Problem to work on = Transcribe every record as it stands and set the images aside.

[Saved entries]
'''
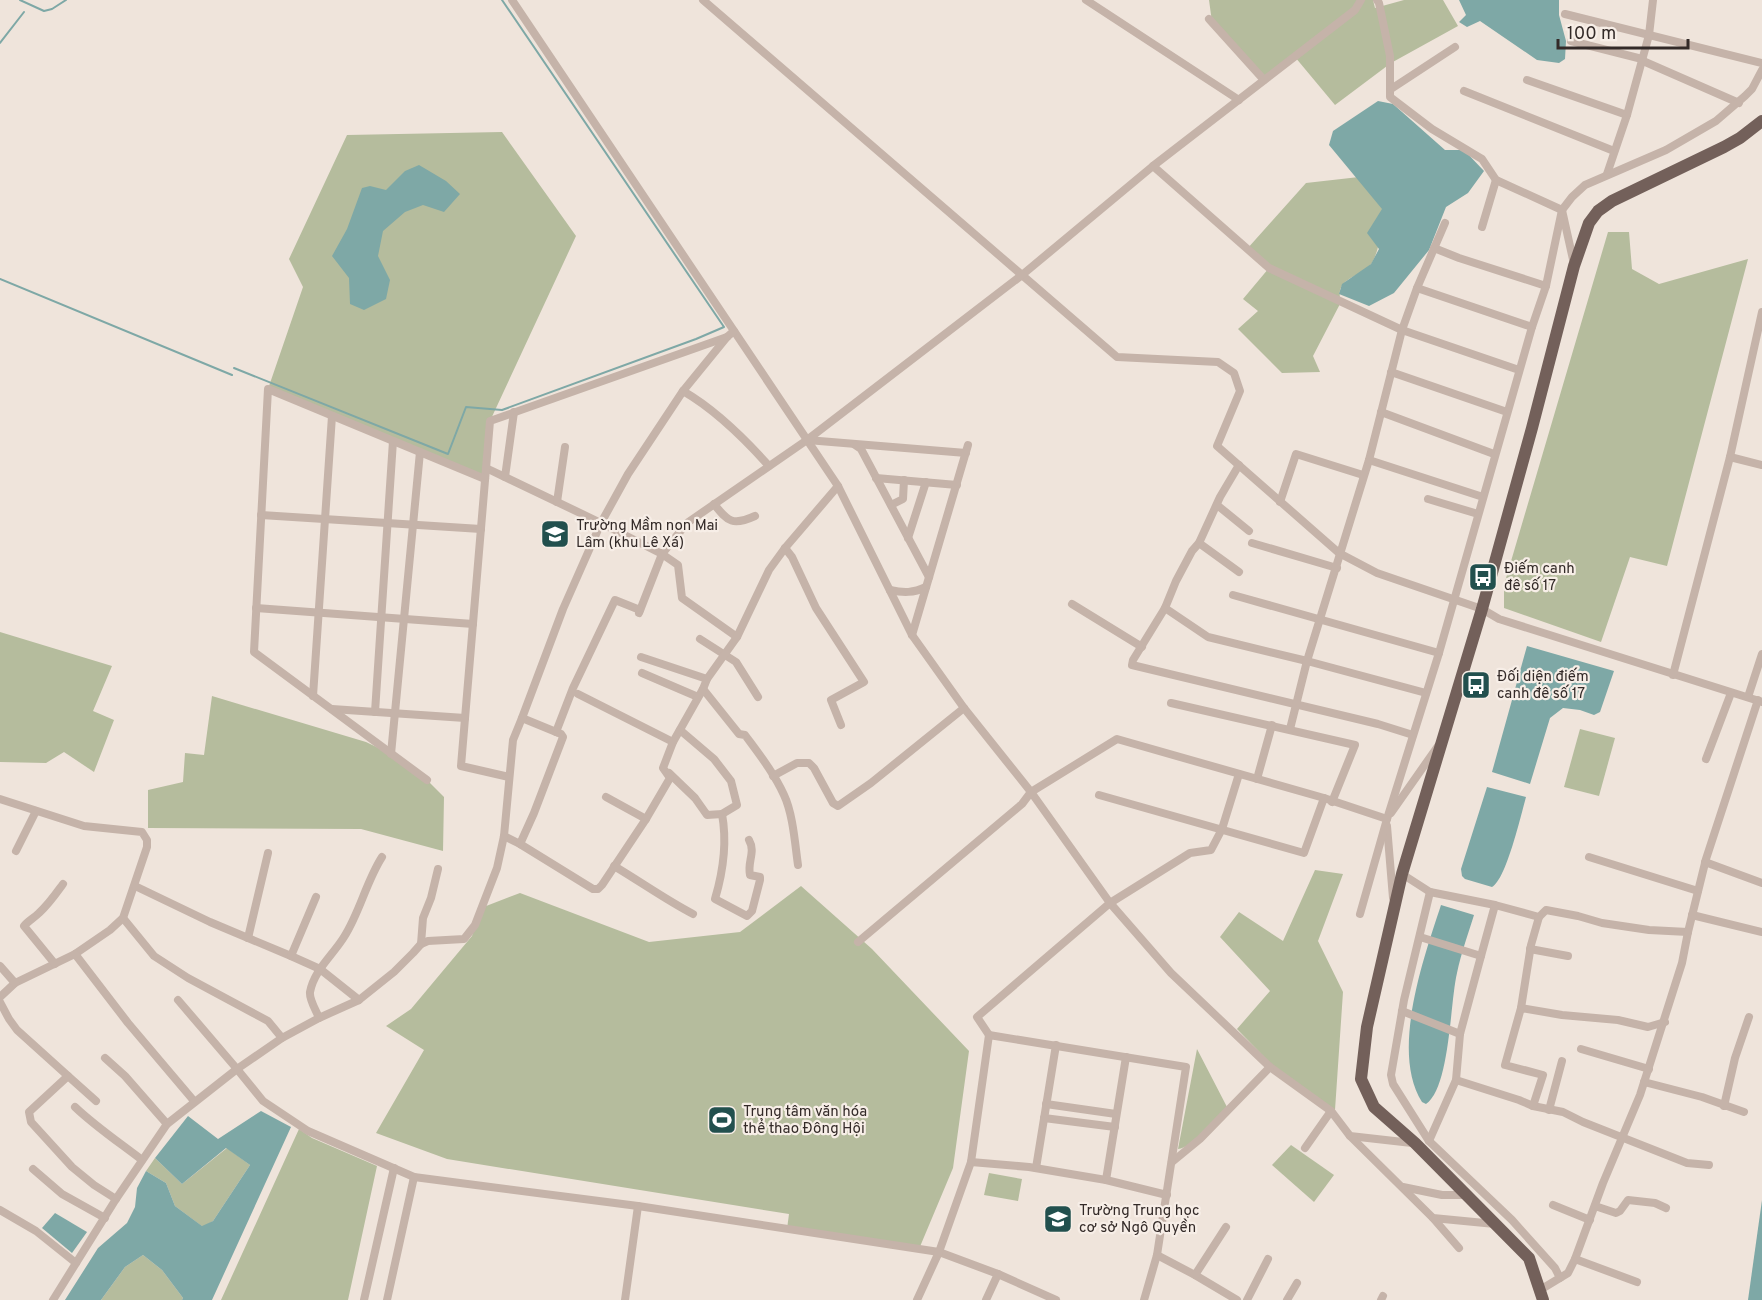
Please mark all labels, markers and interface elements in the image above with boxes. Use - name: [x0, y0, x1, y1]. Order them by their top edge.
- scale bar: [1558, 12, 1688, 50]
- text: 100 m: [1567, 23, 1616, 46]
- place label: Trường Mầm non Mai Lâm (khu Lê Xá): [576, 516, 718, 553]
- school or university icon: Trường Mầm non Mai Lâm (khu Lê Xá): [539, 518, 571, 550]
- place label: Điếm canh đê số 17: [1504, 559, 1575, 596]
- bus stop icon: Điếm canh đê số 17: [1467, 561, 1499, 593]
- place label: Đối diện điếm canh đê số 17: [1497, 667, 1589, 704]
- bus stop icon: Đối diện điếm canh đê số 17: [1460, 669, 1492, 701]
- place label: Trung tâm văn hóa thể thao Đông Hội: [743, 1103, 867, 1139]
- sports icon: Trung tâm văn hóa thể thao Đông Hội: [706, 1104, 738, 1136]
- place label: Trường Trung học cơ sở Ngô Quyền: [1079, 1202, 1200, 1238]
- school or university icon: Trường Trung học cơ sở Ngô Quyền: [1042, 1203, 1074, 1235]

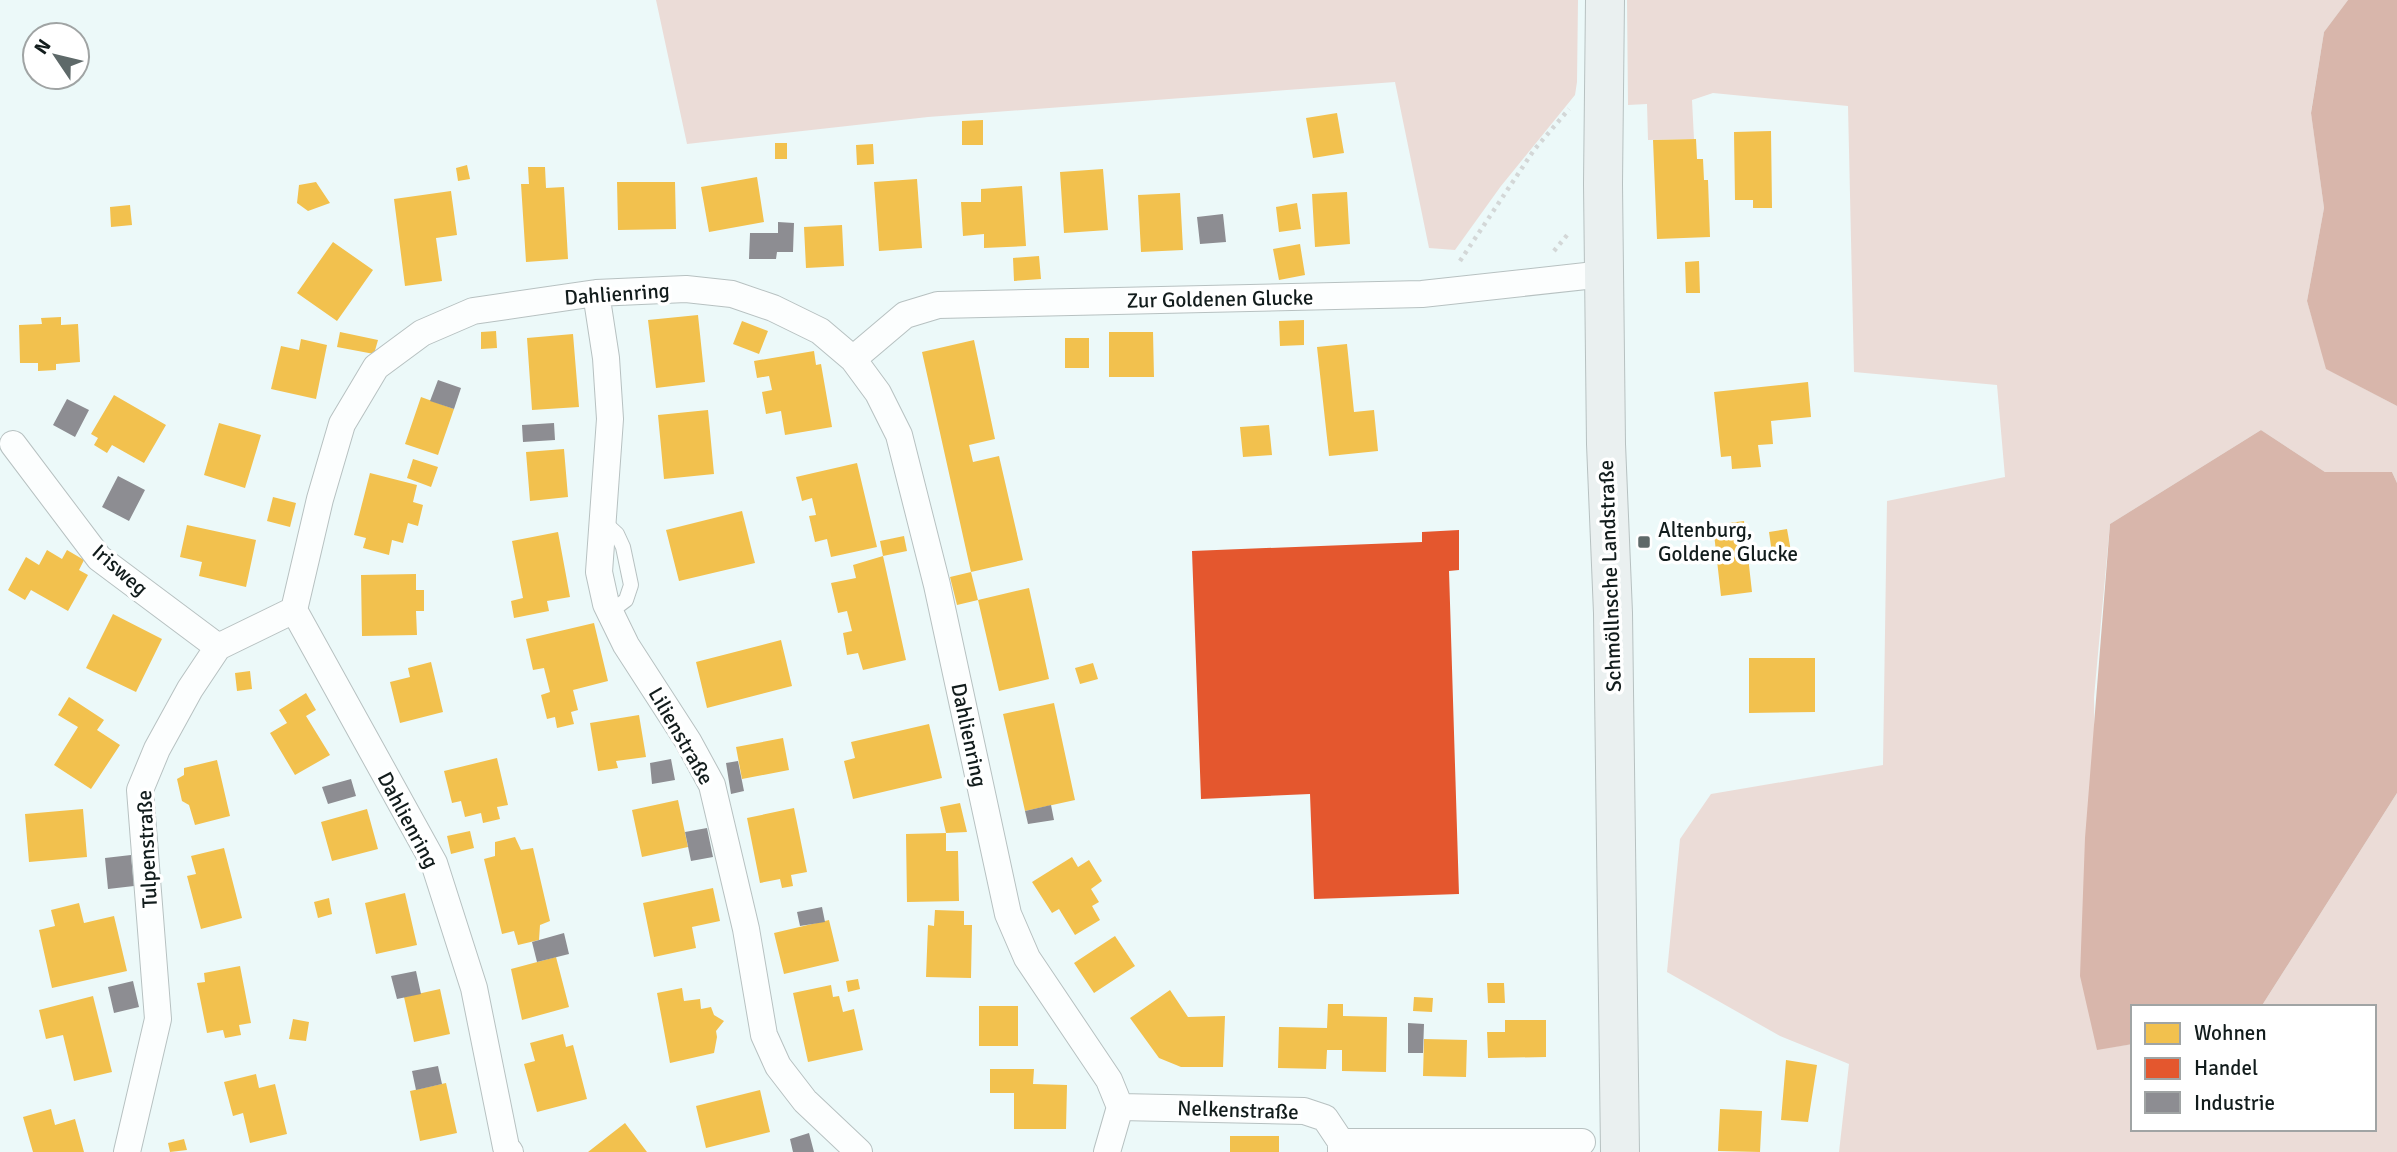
'''
Answer section =
Please mark all labels, markers and interface elements in the image above with boxes. Use - name: [x0, y0, x1, y1]. Order them by their top edge.
- scale bar: [1558, 12, 1688, 50]
- text: 100 m: [1567, 23, 1616, 46]
- place label: Trường Mầm non Mai Lâm (khu Lê Xá): [576, 516, 718, 553]
- school or university icon: Trường Mầm non Mai Lâm (khu Lê Xá): [539, 518, 571, 550]
- place label: Điếm canh đê số 17: [1504, 559, 1575, 596]
- bus stop icon: Điếm canh đê số 17: [1467, 561, 1499, 593]
- place label: Đối diện điếm canh đê số 17: [1497, 667, 1589, 704]
- bus stop icon: Đối diện điếm canh đê số 17: [1460, 669, 1492, 701]
- place label: Trung tâm văn hóa thể thao Đông Hội: [743, 1103, 867, 1139]
- sports icon: Trung tâm văn hóa thể thao Đông Hội: [706, 1104, 738, 1136]
- place label: Trường Trung học cơ sở Ngô Quyền: [1079, 1202, 1200, 1238]
- school or university icon: Trường Trung học cơ sở Ngô Quyền: [1042, 1203, 1074, 1235]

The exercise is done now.